Des initiatives sont soutenues et menées notamment par l’association UN PLUS BIO avec son manifeste : les cantines se rebellent.

Natexbio : Parmi  les objectifs que vous vous êtes fixé au sein de l’Agence Bio figure le développement du Fonds « Avenir bio ». Pouvez-vous nous présenter le rôle de ce fonds, son budget et les projets qui ont été soutenus ?

Didier Perréol : Le budget de ce fonds est de 4 millions d’euros. L’objectif est de soutenir des projets et des actions de développement de filières, de donner une visibilité aux acteurs sur du long terme. Les actions menées jusqu’à présent ont permis de financer des programmes autour des filières céréales, fruits et légumes, riz, élevage…

Natexbio : Le 13 novembre prochain vous organisez la 3e édition du Forum Avenir Bio. Pouvez-vous nous présenter cet évènement ?

Didier Perréol : Journée d’échanges et de rencontres. L’idée étant de réunir l’ensemble de la profession pour se projeter sur la bio de 2022 avec des objectifs de chiffres d’affaires de 10 milliards pour une surface agricole en bio de 10%. Quelle bio pour demain ? et Comment y parvenir ? Réflexion autour des initiatives, des emplois, des aides, etc.

Natexbio : L’autre temps fort de l’année c’est celui du Printemps BIO que vous organisez dans toute la France pendant la première quinzaine de juin. Pouvez-vous nous en présenter le programme?

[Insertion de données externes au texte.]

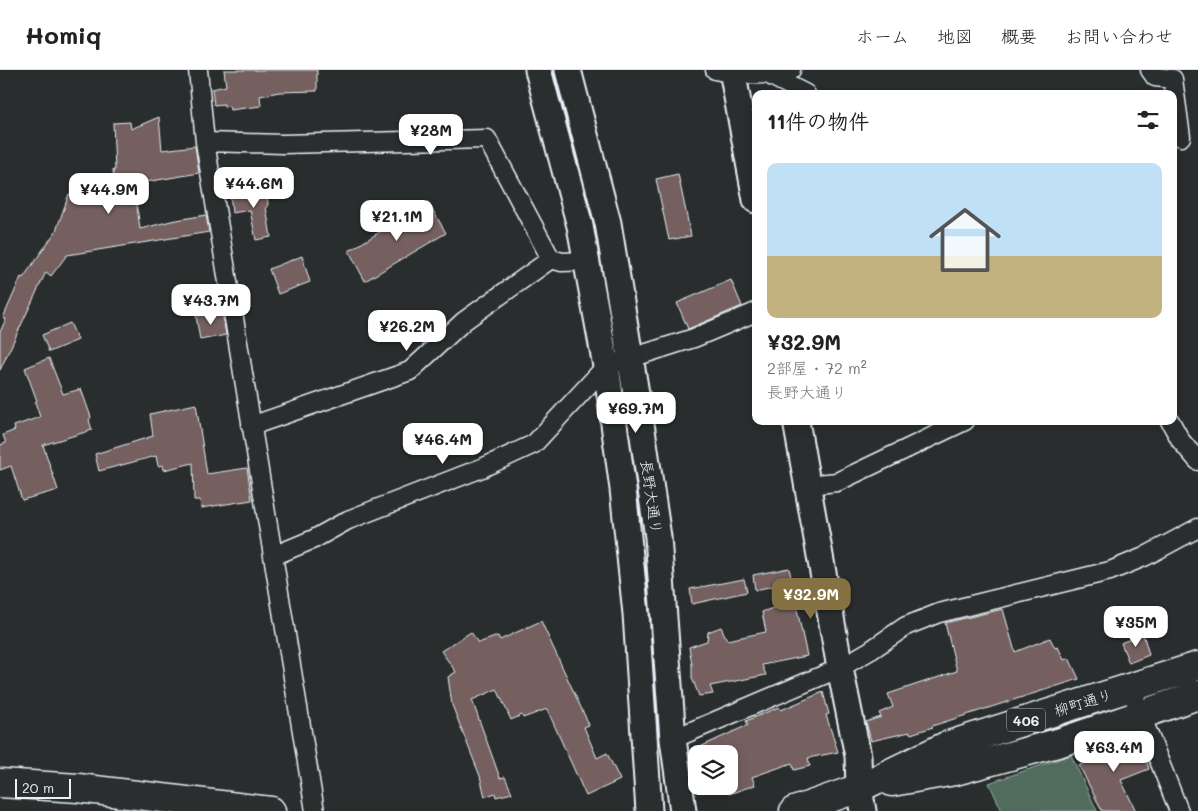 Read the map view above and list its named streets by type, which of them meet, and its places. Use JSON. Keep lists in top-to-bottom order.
{
  "streets": {
    "highway": ["柳町通り", "406"],
    "street": ["長野大通り"]
  },
  "scale_bar": "20 m",
  "page": {
    "header": "Homiq",
    "nav": [
      "ホーム",
      "地図",
      "概要",
      "お問い合わせ"
    ],
    "heading": "11件の物件",
    "price": [
      "¥28M",
      "¥44.6M",
      "¥44.9M",
      "¥21.1M",
      "¥43.7M",
      "¥26.2M",
      "¥69.7M",
      "¥46.4M",
      "¥32.9M",
      "¥35M",
      "¥63.4M"
    ],
    "list": [
      {
        "name": "¥32.9M",
        "note": "2部屋 · 72 m² · 長野大通り"
      }
    ],
    "scale": "20 m"
  }
} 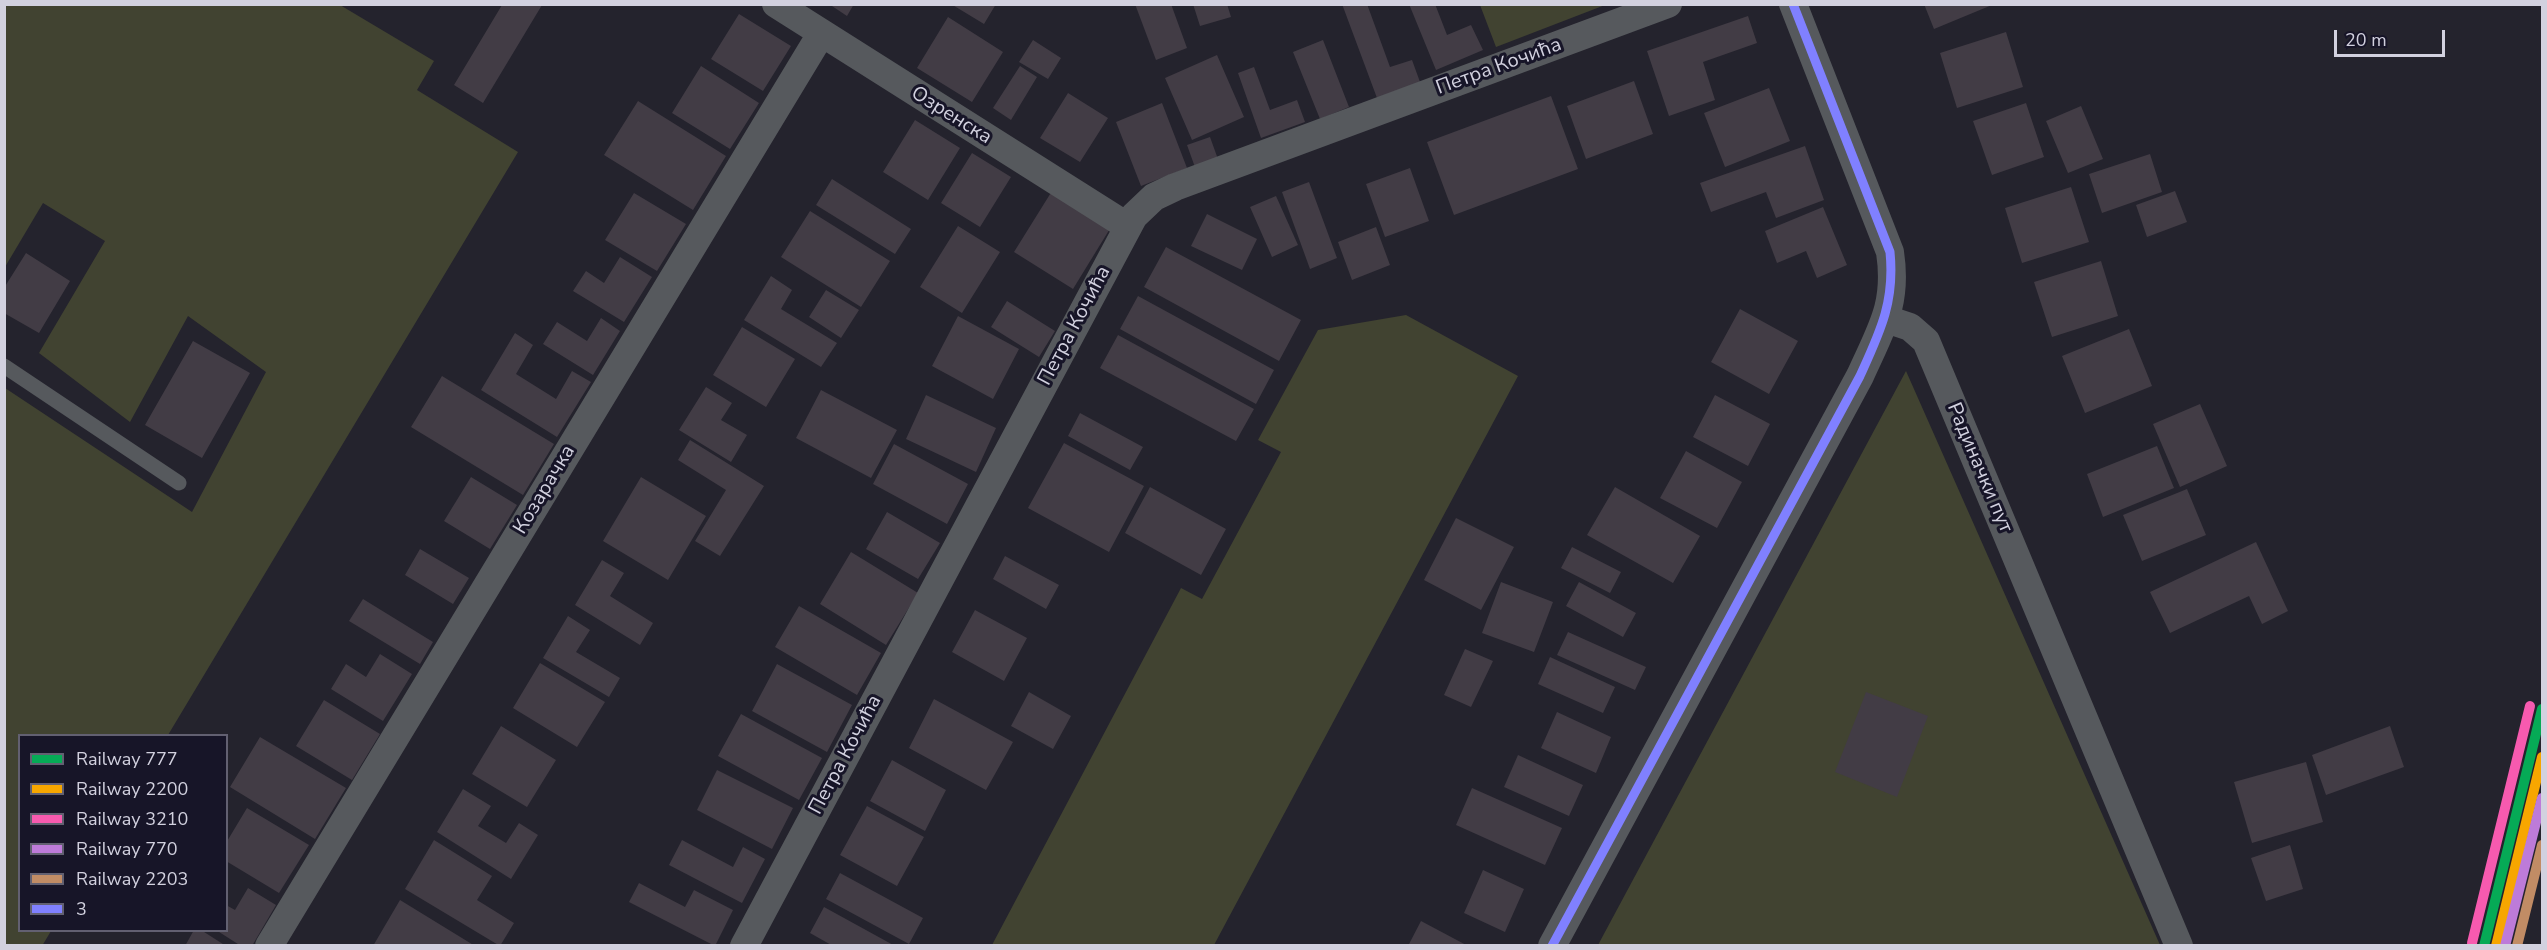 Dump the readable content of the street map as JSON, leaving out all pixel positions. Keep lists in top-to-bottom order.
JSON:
{
  "streets": {
    "street": [
      "Петра Кочића",
      "Озренска",
      "Радиначки пут",
      "Козарачка"
    ]
  },
  "crossings": [
    ["Петра Кочића", "Озренска"],
    ["Озренска", "Козарачка"]
  ],
  "lines": [
    "transit line 3",
    "rail line 3210",
    "rail line 777",
    "rail line 2200",
    "rail line 770",
    "rail line 2203"
  ],
  "legend": [
    "Railway 777",
    "Railway 2200",
    "Railway 3210",
    "Railway 770",
    "Railway 2203",
    "3"
  ],
  "scale_bar": "20 m"
}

Didier Perréol : Des centaines d’événements sont au programme du Printemps Bio à l’initiative de chacun. Il peut s’agir de portes ouvertes, de rencontres, d’événements à destination de professionnels, d’animations, de dégustations et de mise en avant de produits bio dans les points de vente, de conférences et d’expositions, de repas bio en restauration collective et commerciale, d’ateliers culinaires, d’animations dans les écoles, etc.

Au 24 mai, ce sont 443 animations qui sont répertoriées sur le site www.labiodes4saisons, ou à retrouver sur l’appli de l’Agence Bio : « La Bio en Poche ».

Natexbio : L’Allemagne reste le premier pays consommateur de produits bio de l’Union européenne. Comment se situe la France par rapport autres pays de l’UE ? La croissance du secteur Bio est-elle homogène  dans toute l’Europe ?

Didier Perréol : L’Allemagne reste le 1er consommateur de produits bio avec une croissance de 8%. Elle progresse moins vite que la France (en terme de surface agricole) qui devrait rejoindre le rang 2 dans les pays européens. La croissance au sein des pays européen est plutôt homogène (entre 8 et 10 %). Un seul pays se démarque : la Suède : +30%.

Natexbio : Une  consommation 100 % bio est-elle possible selon vous ?

Didier Perréol : OUI ! et FORTEMENT RECOMMANDEE !

Les produits bio sont présents dans tous les circuits ; il y a eu en 2015 un développement important du circuit spécialisé et des ventes directes ; de nombreux magasins bio ouvrent chaque année (environ une centaine).

On retrouve en bio l’ensemble des besoins alimentaires : de la viande, légumes, céréales, etc…aux vins et champagne bio avec de belles appellations et des produits de très grande qualité !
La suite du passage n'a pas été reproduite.